The CPI(M) leader seems to agree. “The real fight this time is the fight for restoration of democracy, civil liberties as also (to create) jobs, income and increase purchasing power,” said Sarkar during the interview.
Sarkar during his term in office had earned an enviable reputation for the state with its literacy rate crossing 87 per cent besides a better than average rating on most health and social indicators.
However, endemic problems such as lack of industry and trade in the landlocked state despite being just 70 kms away from a major port Chittagong- in Bangladesh, forcing most people to work for the state government (1.8 lakh out of a population of 40 lakh at last count) or migrate to the mainland in search of jobs remain and will possibly continue till India gets a port for the northeast.

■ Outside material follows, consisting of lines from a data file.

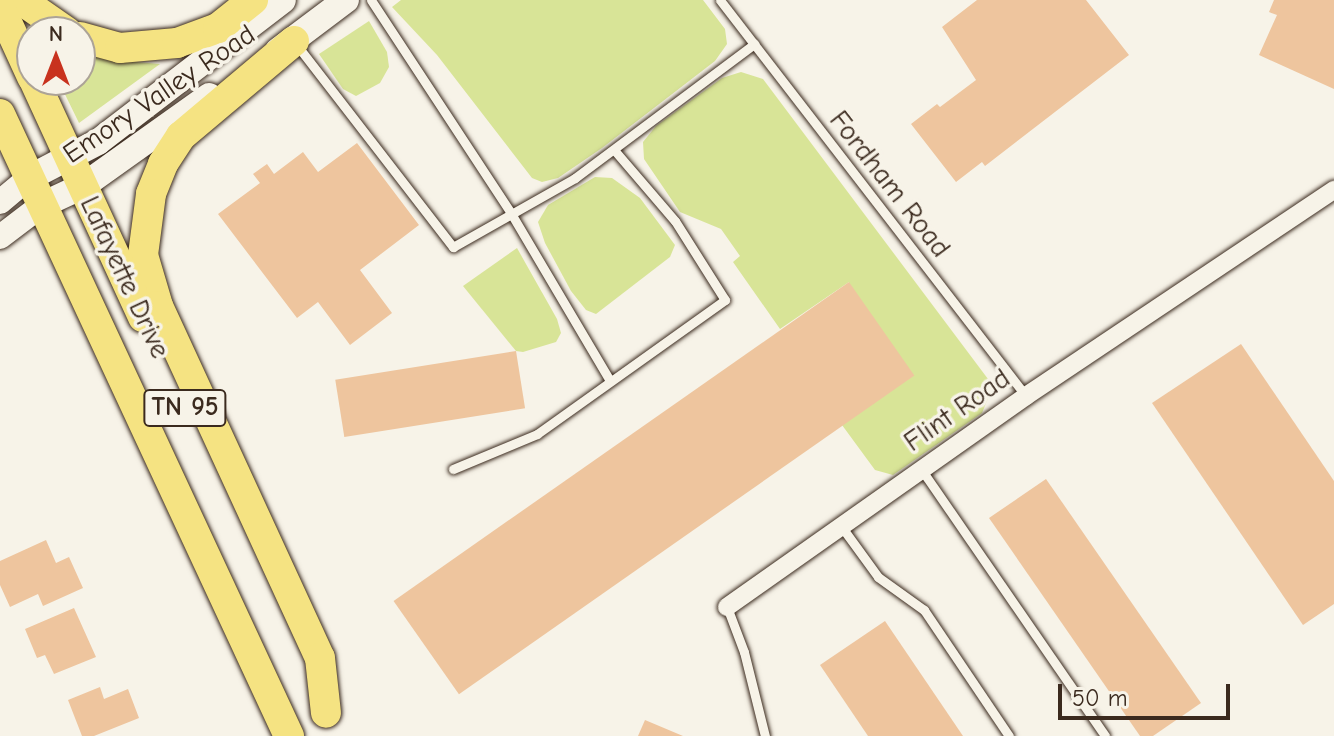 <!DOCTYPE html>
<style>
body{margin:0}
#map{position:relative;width:1334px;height:736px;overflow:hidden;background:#f7f3e8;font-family:"Comic Neue",sans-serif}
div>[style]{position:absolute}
.green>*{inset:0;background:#d8e497}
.building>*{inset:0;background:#eec59e;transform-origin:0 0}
.roads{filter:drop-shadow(0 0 2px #3b2a1e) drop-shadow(0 0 2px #3b2a1e)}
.service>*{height:9px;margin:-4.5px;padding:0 4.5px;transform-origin:4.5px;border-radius:4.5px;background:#f7f3e8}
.minor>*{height:18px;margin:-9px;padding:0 9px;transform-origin:9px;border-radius:9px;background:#f7f3e8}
.tertiary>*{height:24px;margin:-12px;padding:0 12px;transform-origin:12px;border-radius:12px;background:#f7f3e8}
.secondary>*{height:26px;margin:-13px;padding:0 13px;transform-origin:13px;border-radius:13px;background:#f7f3e8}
.primary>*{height:30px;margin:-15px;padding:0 15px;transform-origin:15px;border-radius:15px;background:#f5e382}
span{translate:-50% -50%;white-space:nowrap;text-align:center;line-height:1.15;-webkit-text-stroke:7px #f7f3e8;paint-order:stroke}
.shield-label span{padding:2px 6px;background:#f7f3e8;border:2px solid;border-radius:6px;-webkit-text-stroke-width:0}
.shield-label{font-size:26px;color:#3b2a1e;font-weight:700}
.street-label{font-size:28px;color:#3b2a1e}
.north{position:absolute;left:16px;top:16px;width:80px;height:80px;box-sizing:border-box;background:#f7f3e8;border:2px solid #aca397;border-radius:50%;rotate:0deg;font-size:22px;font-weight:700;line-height:32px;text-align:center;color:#3b2a1e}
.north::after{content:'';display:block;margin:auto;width:28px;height:36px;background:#c8321e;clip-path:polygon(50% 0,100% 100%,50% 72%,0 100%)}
.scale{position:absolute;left:1058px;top:684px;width:172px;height:36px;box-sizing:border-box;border:4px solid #3b2a1e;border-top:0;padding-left:10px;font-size:24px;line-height:28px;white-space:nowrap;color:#3b2a1e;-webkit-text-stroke:6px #f7f3e8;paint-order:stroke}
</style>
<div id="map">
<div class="green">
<div style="clip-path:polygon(401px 0,703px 0,725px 29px,727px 44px,715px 61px,602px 148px,558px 178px,542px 182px,532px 178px,437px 55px,392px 7px)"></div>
<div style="clip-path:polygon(369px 21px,387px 52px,389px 67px,380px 83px,356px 96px,343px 89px,319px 54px)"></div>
<div style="clip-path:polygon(80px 52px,112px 60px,160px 64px,79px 123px,58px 80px,80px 80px)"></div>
<div style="clip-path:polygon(741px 72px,763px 79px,988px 379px,989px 396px,982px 413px,893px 475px,875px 470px,842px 425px,849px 282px,780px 329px,733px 262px,740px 256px,721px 229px,680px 212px,644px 159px,643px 142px,656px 126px,722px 78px)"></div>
<div style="clip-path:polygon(595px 177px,612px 178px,640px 198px,675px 245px,670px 257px,596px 314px,586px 310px,571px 291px,545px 243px,538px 222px,548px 205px)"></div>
<div style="clip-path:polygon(517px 248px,557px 319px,561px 333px,556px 342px,523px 352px,516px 351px,463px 286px)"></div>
</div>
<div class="building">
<div style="clip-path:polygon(977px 0,1086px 0,1129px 55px,985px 166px,982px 162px,956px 182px,911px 124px,937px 104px,940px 107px,976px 80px,942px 27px)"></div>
<div style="clip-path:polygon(1274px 0,1334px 0,1334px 89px,1259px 55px,1277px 15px,1269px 12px)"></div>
<div style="clip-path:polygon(357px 143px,419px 225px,360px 270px,392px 313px,350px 345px,318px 302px,297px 318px,218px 214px,260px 183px,253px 174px,267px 164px,274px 174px,303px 152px,318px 172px)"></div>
<div style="left:849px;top:282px;width:114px;height:556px;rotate:55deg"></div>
<div style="clip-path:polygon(1241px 344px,1334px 481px,1334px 604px,1303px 625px,1152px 403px)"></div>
<div style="left:516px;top:351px;width:58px;height:183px;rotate:81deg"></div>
<div style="clip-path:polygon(1046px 479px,1201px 703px,1153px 736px,1140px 736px,989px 518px)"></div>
<div style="clip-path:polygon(46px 540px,56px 563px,69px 557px,83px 588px,43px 606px,38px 594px,10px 607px,0 585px,0 561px)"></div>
<div style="clip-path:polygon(74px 608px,96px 657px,54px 674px,45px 655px,37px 658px,25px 629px)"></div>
<div style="clip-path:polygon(885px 621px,963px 736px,868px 736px,820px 665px)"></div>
<div style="clip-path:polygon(100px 687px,104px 699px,128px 689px,139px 718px,94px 736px,82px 736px,68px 700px)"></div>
<div style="clip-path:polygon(645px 720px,683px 736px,638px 736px)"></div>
</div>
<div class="roads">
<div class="service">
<div style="left:371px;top:0;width:257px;rotate:56.7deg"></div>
<div style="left:512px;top:215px;width:193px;rotate:59.4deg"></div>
<div style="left:720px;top:0;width:500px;rotate:52.31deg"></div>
<div style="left:296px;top:44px;width:257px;rotate:52.3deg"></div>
<div style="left:453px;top:247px;width:140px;rotate:-29.5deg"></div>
<div style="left:575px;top:178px;width:224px;rotate:-36.8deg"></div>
<div style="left:453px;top:469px;width:91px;rotate:-22.6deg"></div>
<div style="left:537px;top:434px;width:231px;rotate:-35.5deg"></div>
<div style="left:725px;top:300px;width:93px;rotate:-122.3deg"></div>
<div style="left:675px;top:221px;width:92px;rotate:-130.6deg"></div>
<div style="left:921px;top:469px;width:324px;rotate:55.4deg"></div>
<div style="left:841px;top:526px;width:63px;rotate:54deg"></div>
<div style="left:878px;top:577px;width:57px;rotate:35.7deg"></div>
<div style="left:924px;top:610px;width:152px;rotate:56deg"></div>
<div style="left:727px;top:607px;width:48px;rotate:69.3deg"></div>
<div style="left:744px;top:652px;width:87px;rotate:76deg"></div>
</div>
<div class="minor">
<div style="left:727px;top:607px;width:366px;rotate:-35.2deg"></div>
<div style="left:1026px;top:396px;width:371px;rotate:-33.8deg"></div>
</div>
<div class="tertiary">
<div style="left:0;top:202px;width:38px;rotate:-40deg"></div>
<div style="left:0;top:237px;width:53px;rotate:-37.3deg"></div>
</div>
<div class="secondary">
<div style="left:278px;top:51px;width:85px;rotate:-36.9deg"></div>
<div style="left:29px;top:178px;width:78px;rotate:-27.6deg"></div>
<div style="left:98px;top:142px;width:233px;rotate:-37.5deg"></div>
<div style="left:42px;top:205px;width:45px;rotate:-24.9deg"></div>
<div style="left:83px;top:186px;width:155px;rotate:-35.5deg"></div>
</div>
<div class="primary">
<div style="left:21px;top:0;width:56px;rotate:34.8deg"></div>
<div style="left:0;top:7px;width:77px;rotate:65.4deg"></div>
<div style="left:80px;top:37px;width:41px;rotate:15.4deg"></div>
<div style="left:120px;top:48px;width:57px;rotate:-5deg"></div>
<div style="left:177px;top:43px;width:44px;rotate:-20.1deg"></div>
<div style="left:218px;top:28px;width:45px;rotate:-38.7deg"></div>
<div style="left:294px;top:41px;width:148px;rotate:139.9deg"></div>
<div style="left:181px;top:136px;width:33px;rotate:123deg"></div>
<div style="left:163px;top:164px;width:32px;rotate:112deg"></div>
<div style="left:151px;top:194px;width:62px;rotate:97.5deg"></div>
<div style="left:143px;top:255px;width:53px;rotate:73.6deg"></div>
<div style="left:158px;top:306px;width:387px;rotate:65.3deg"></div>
<div style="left:320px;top:658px;width:55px;rotate:83.8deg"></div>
<div style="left:34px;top:80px;width:261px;rotate:65.3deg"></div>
<div style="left:0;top:114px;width:686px;rotate:65.08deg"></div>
</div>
</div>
<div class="shield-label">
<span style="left:185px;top:408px">TN 95</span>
</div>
<div class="street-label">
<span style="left:159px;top:94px;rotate:-34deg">Emory Valley Road</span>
<span style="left:890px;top:184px;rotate:52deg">Fordham Road</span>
<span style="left:125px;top:277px;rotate:65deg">Lafayette Drive</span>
<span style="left:957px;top:410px;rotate:-35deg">Flint Road</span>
</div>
<div class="north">N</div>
<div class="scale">50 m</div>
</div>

The veteran Communist leader did try to get Tripura and the northeast, the outlet to the sea it needs by bolstering the central government’s diplomacy towards Bangladesh, offering Tripura’s share of gas-based power produced locally to the electricity-starved neighbour.
However, till date trade and transit with Bangladesh from the northeast remain a problem which affects the region’s economy and prospects for job creation.
Born in a middle-class family, Sarkar joined the Communist movement as a student activist while studying at the Maharaja Bir Bikram College and soon became a SFI office bearer and eventually at the young age of 23, a member of the state committee of the CPI(M).
After being elected MLA, he was made chief whip of the party in 1980. At the age of 49 he was made a member of the party’s politburo and also chief minister of the state.
Most of Sarkar’s life was spent fighting the Congress party, and with the second phase of insurgency in the state, which he successfully controlled by a combination of carrot and stick measures towards militants, though improving the lot of the tribals remains at best a work in progress.
This election of course has seen the Congress and CPI(M) joining hands to defeat the BJP, an incongruity that Sarkar readily admits. “It is true we have fought against each other (CPI(M) and Congress) on the basis of ideology But the RSS-BJP and their fascist rule have forced us to come together,” he said.
In case the combination manages to turn the electoral tables against BJP, the challenge will be for the two to work together as partners in a government, possibly a first of its kind.
Veteran leaders like Sarkar may then well have a new role to play, that of political peacemakers.